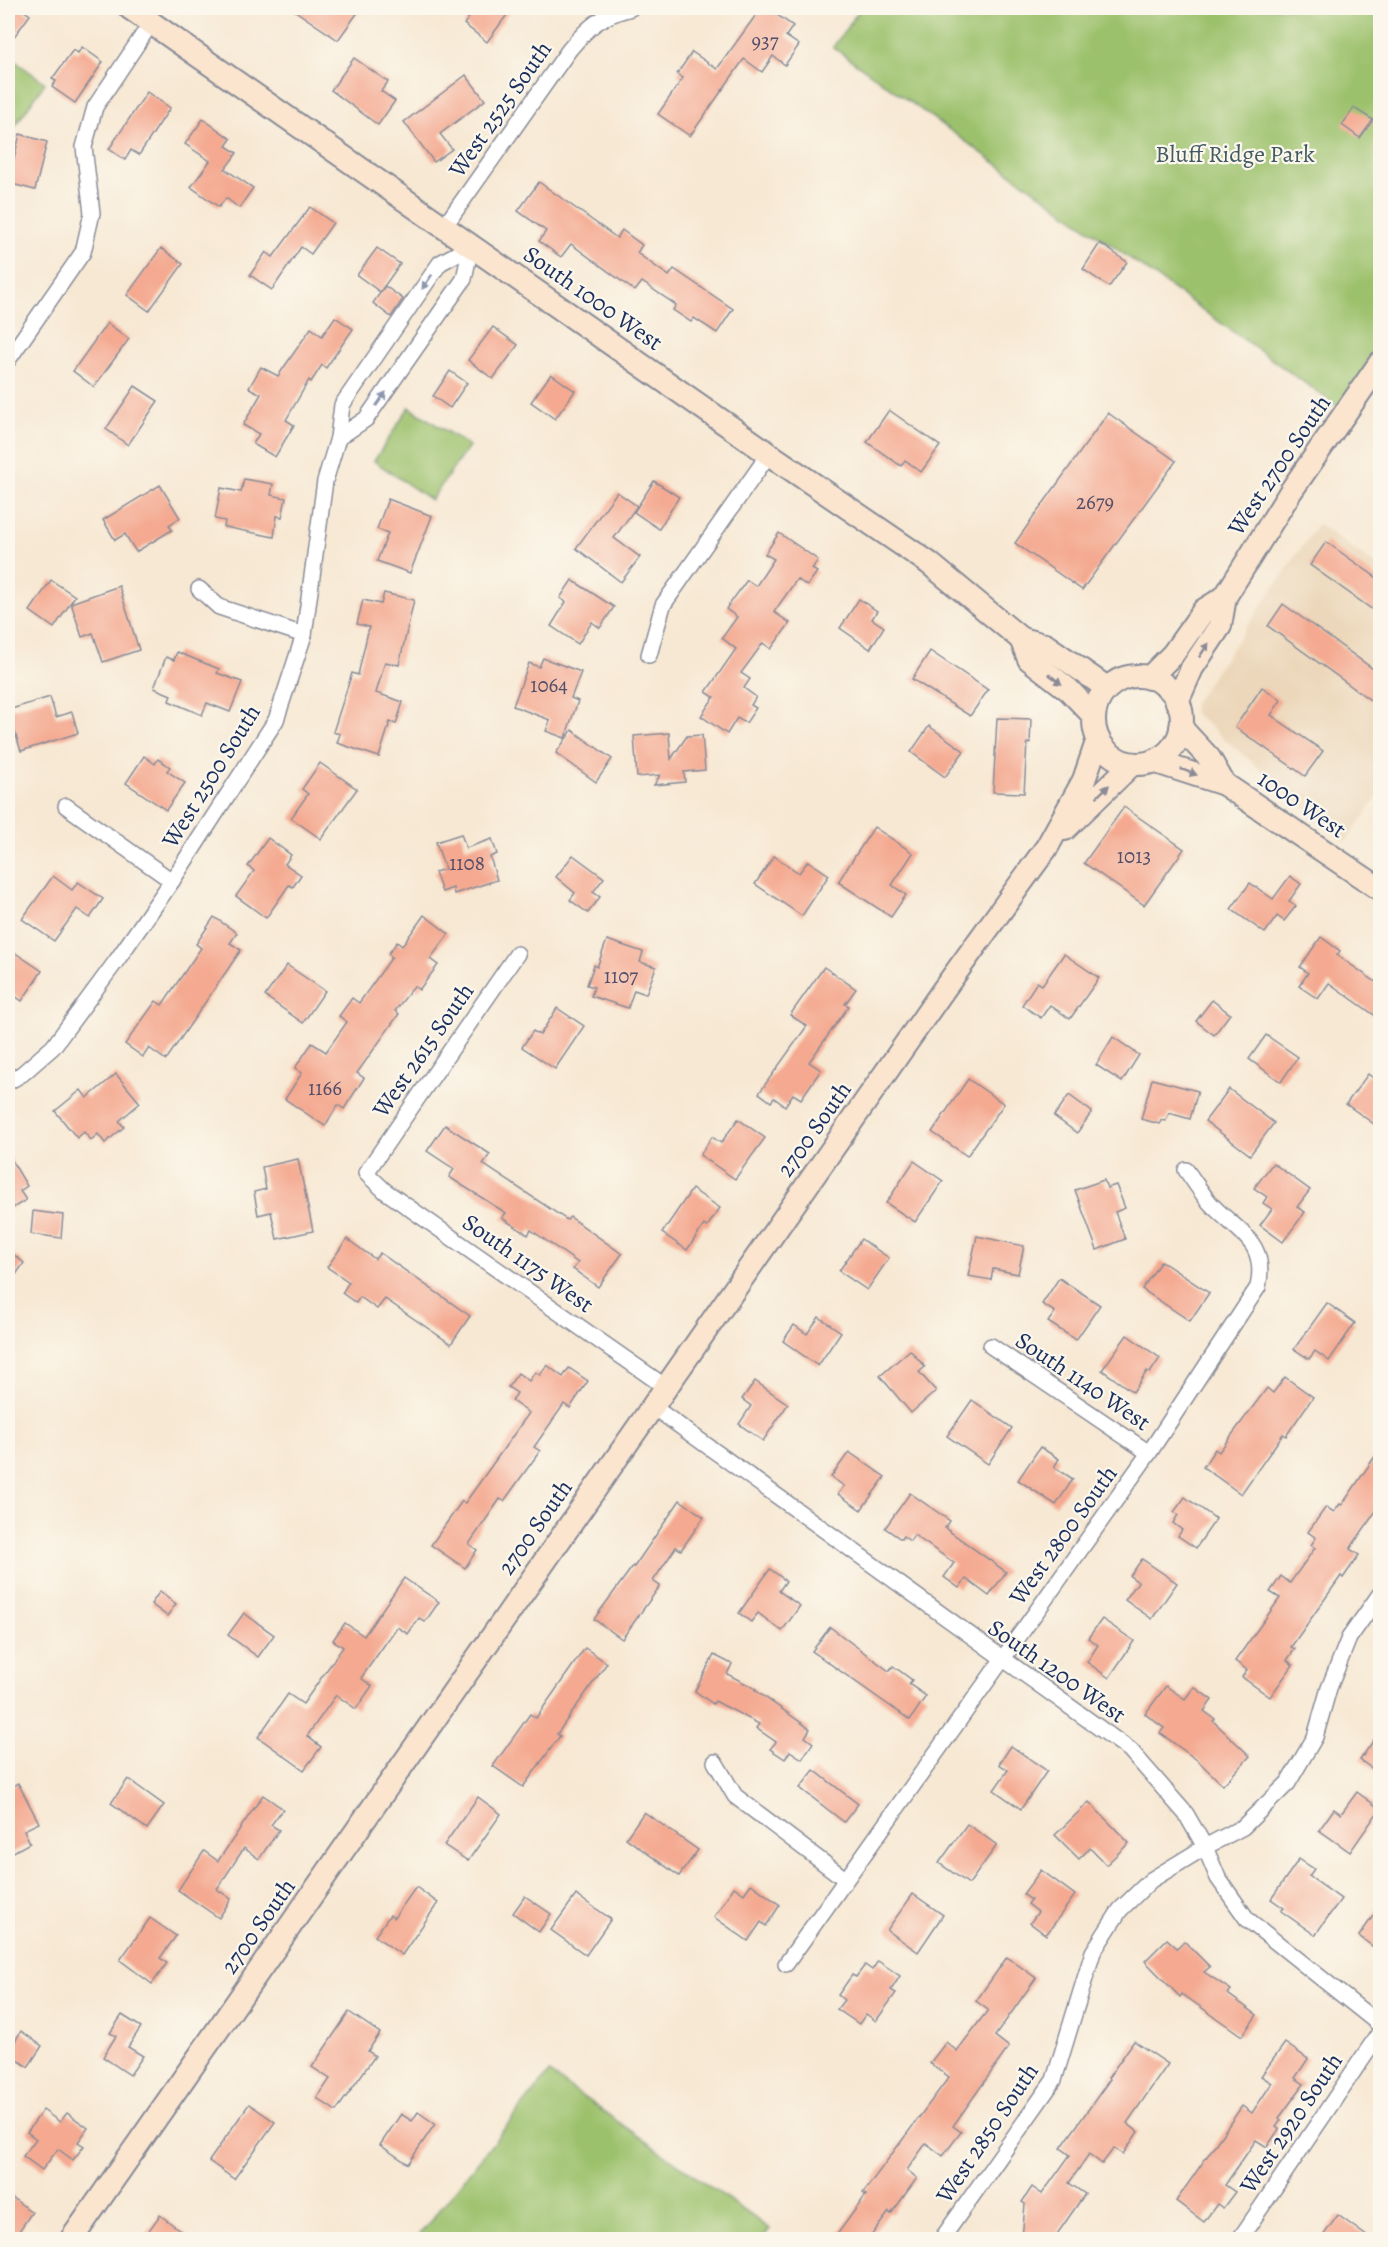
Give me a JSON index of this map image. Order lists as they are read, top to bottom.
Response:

-------------------------

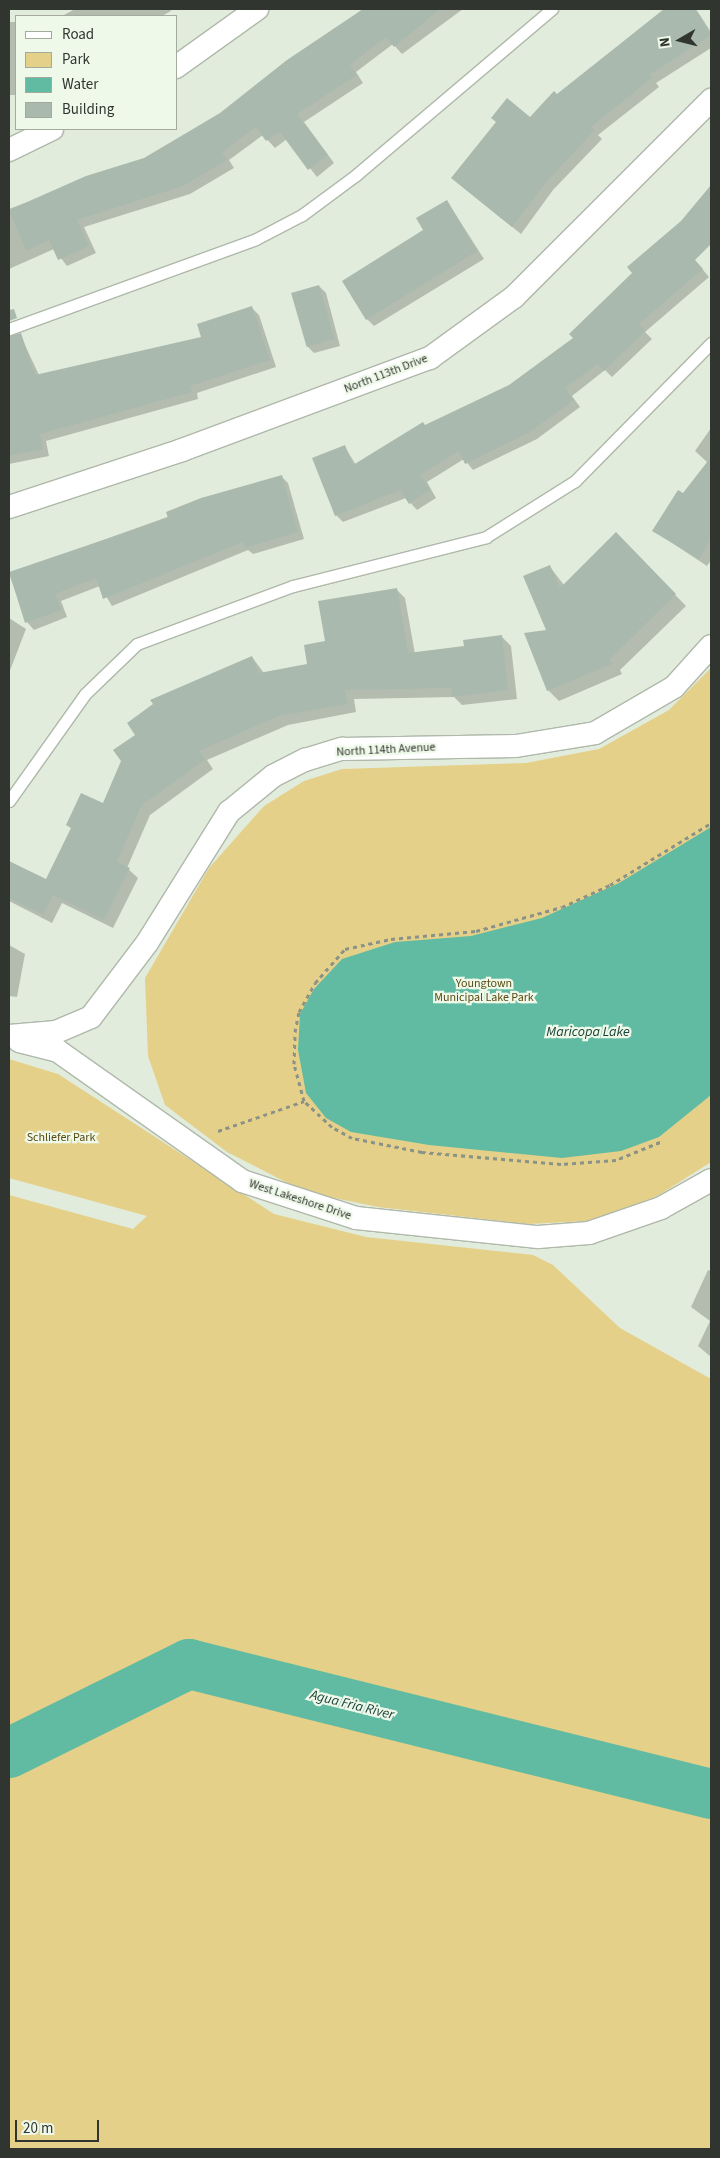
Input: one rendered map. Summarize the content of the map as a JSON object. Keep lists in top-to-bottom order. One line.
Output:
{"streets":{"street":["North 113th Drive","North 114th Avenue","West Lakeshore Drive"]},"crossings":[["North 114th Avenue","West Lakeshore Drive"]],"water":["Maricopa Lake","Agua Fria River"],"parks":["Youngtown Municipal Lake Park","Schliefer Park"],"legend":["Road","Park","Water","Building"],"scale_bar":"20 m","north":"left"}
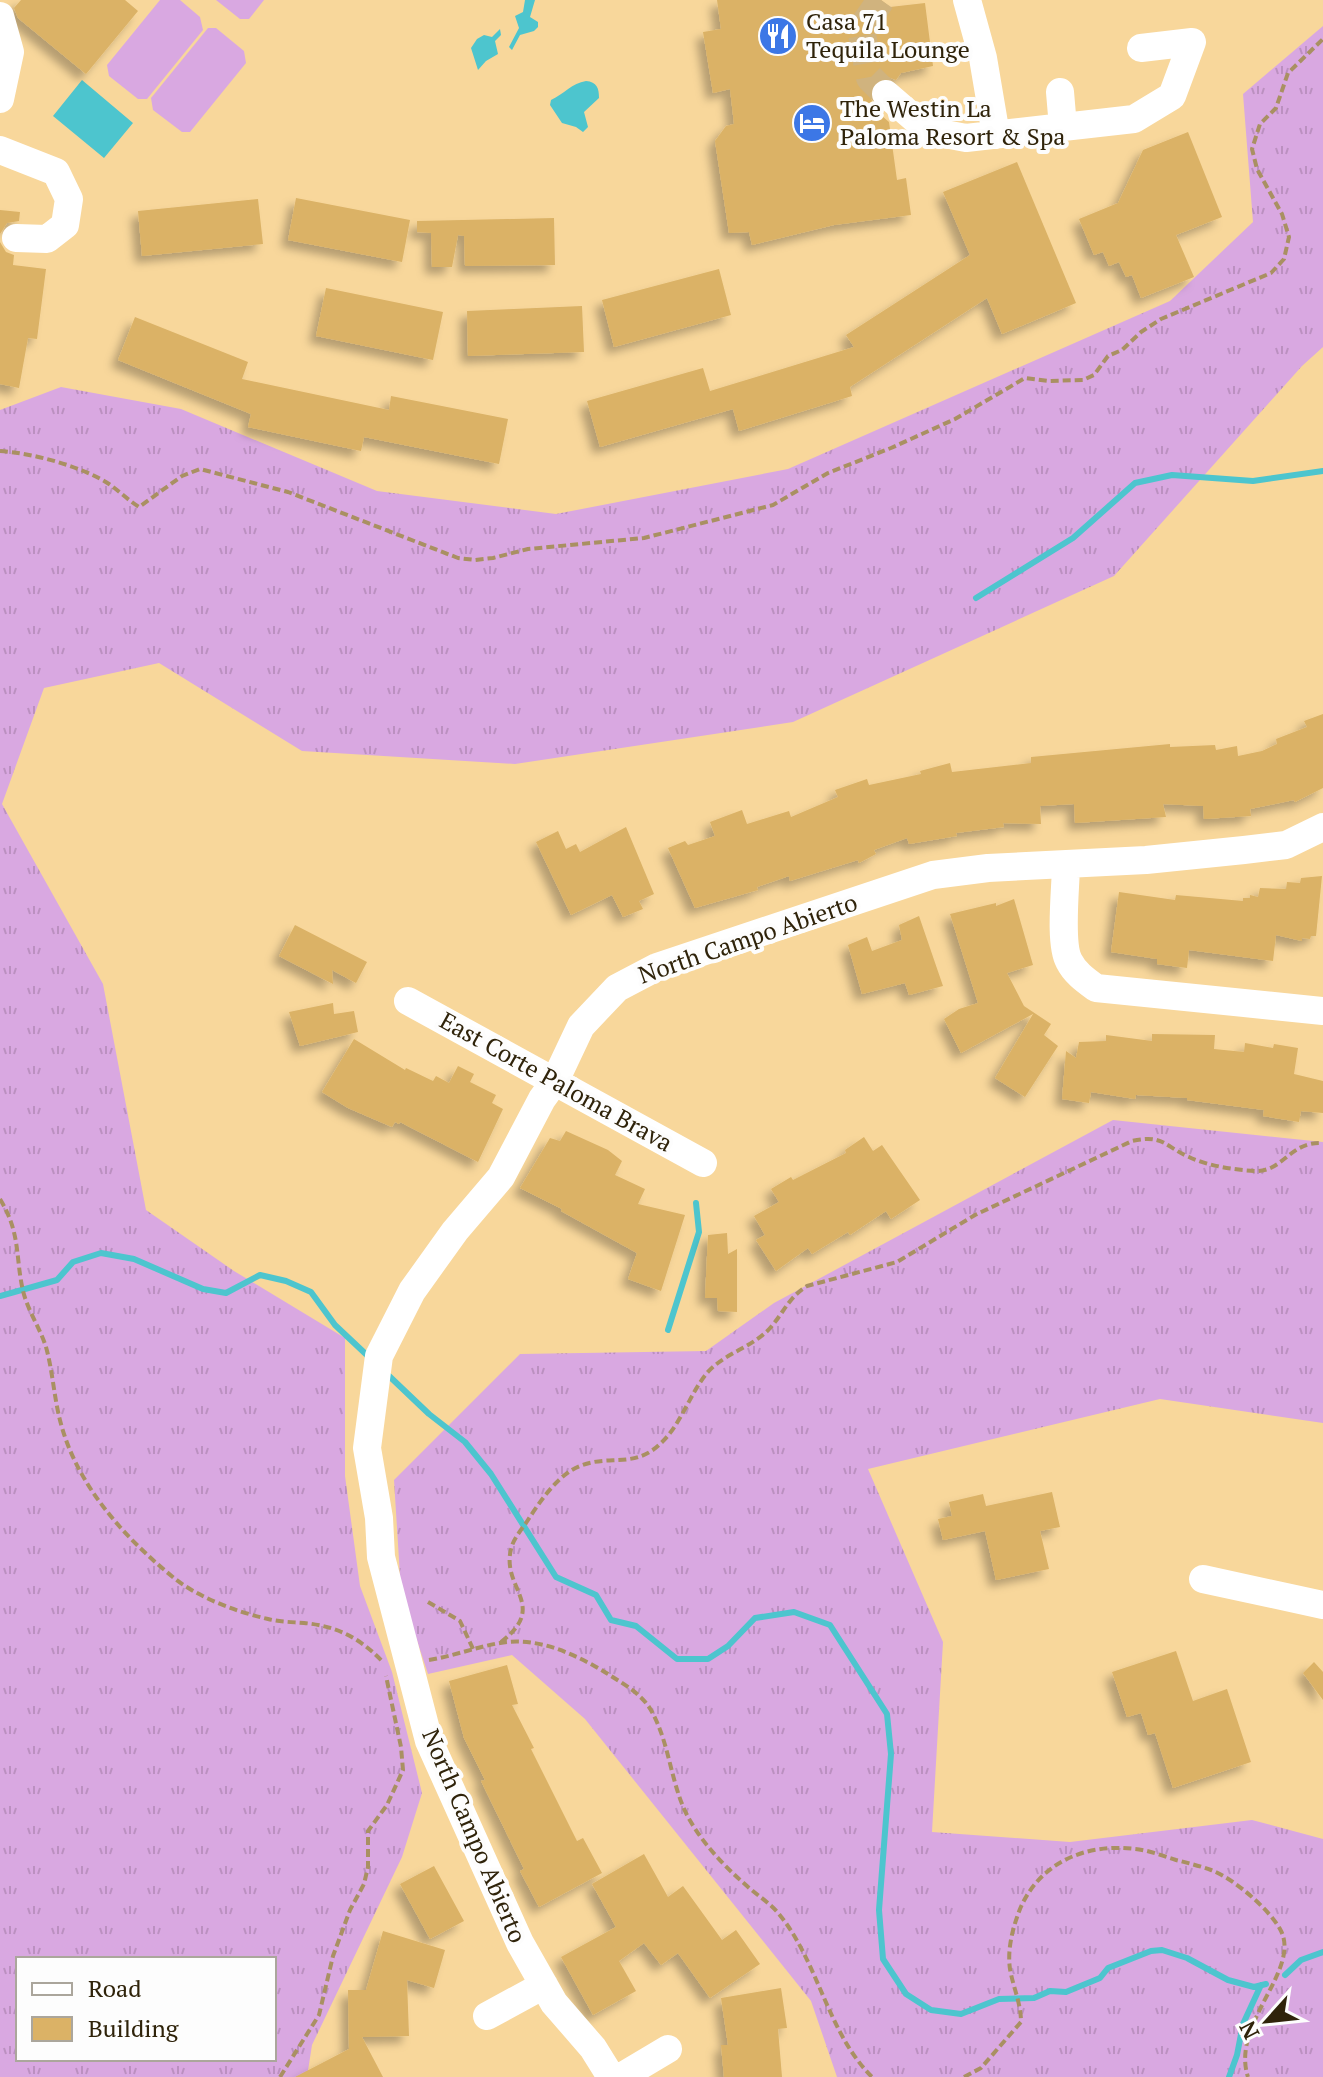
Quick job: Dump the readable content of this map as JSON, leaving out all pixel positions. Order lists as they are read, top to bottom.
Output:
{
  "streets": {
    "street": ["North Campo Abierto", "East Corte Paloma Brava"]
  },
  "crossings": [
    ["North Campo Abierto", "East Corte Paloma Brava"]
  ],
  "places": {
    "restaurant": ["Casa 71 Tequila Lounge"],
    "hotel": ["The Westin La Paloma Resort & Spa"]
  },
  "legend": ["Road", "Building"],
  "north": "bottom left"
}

-------------------------

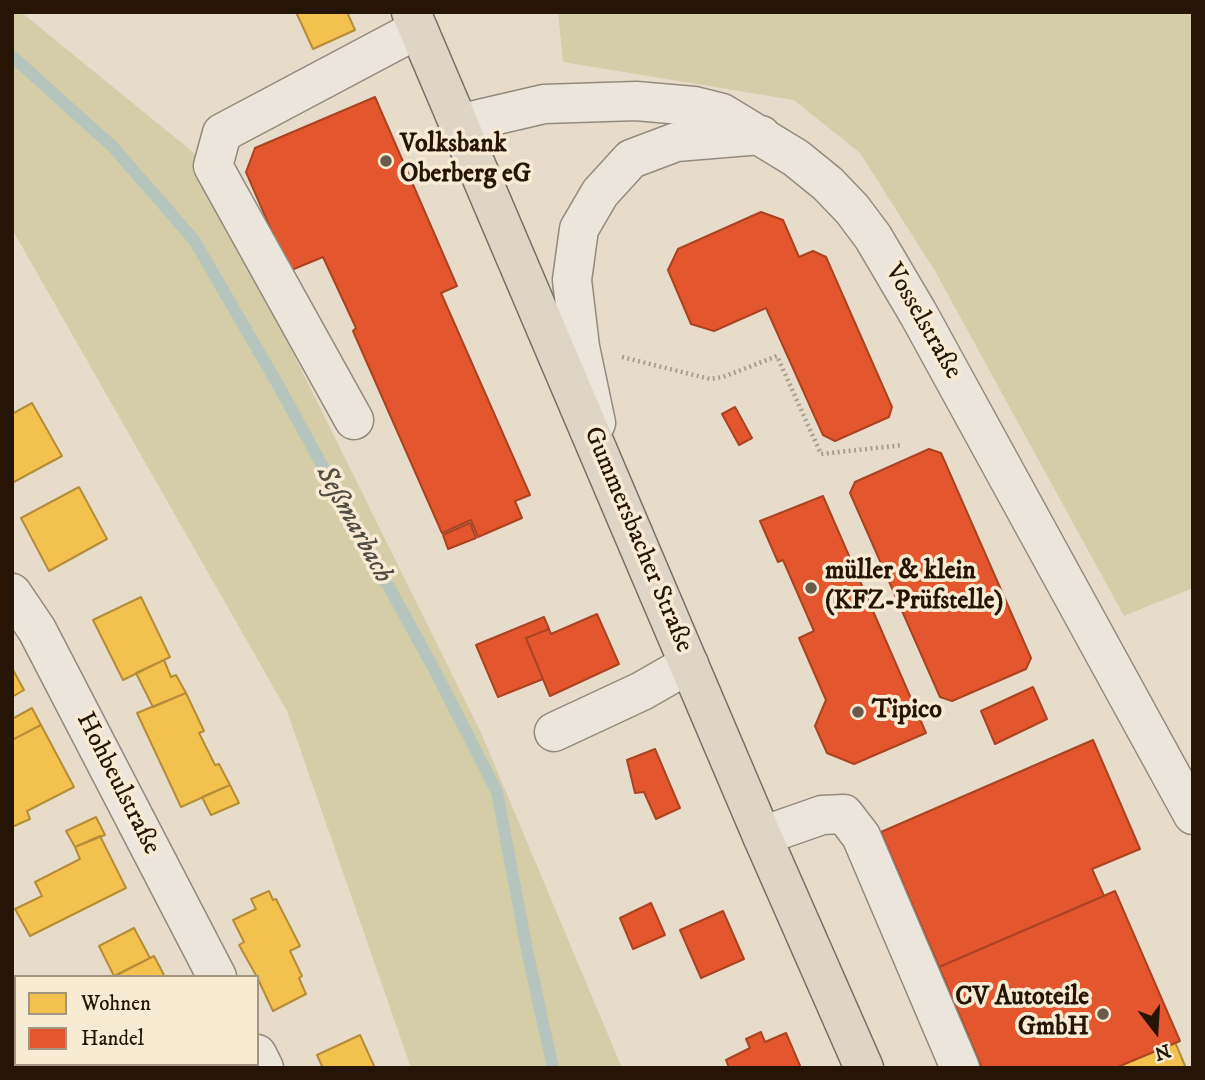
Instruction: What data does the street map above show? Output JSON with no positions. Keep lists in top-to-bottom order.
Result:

-------------------------

▶ **WORK INSTRUCTION**: Extract, from the listing above, every line where the string "read" occurs.

▶ **OUTPUT OF THE EXERCISE**:
Give me a JSON index of this map image. Order lists as they are read, top to bottom.
Quick job: Dump the readable content of this map as JSON, leaving out all pixel positions. Order lists as they are read, top to bottom.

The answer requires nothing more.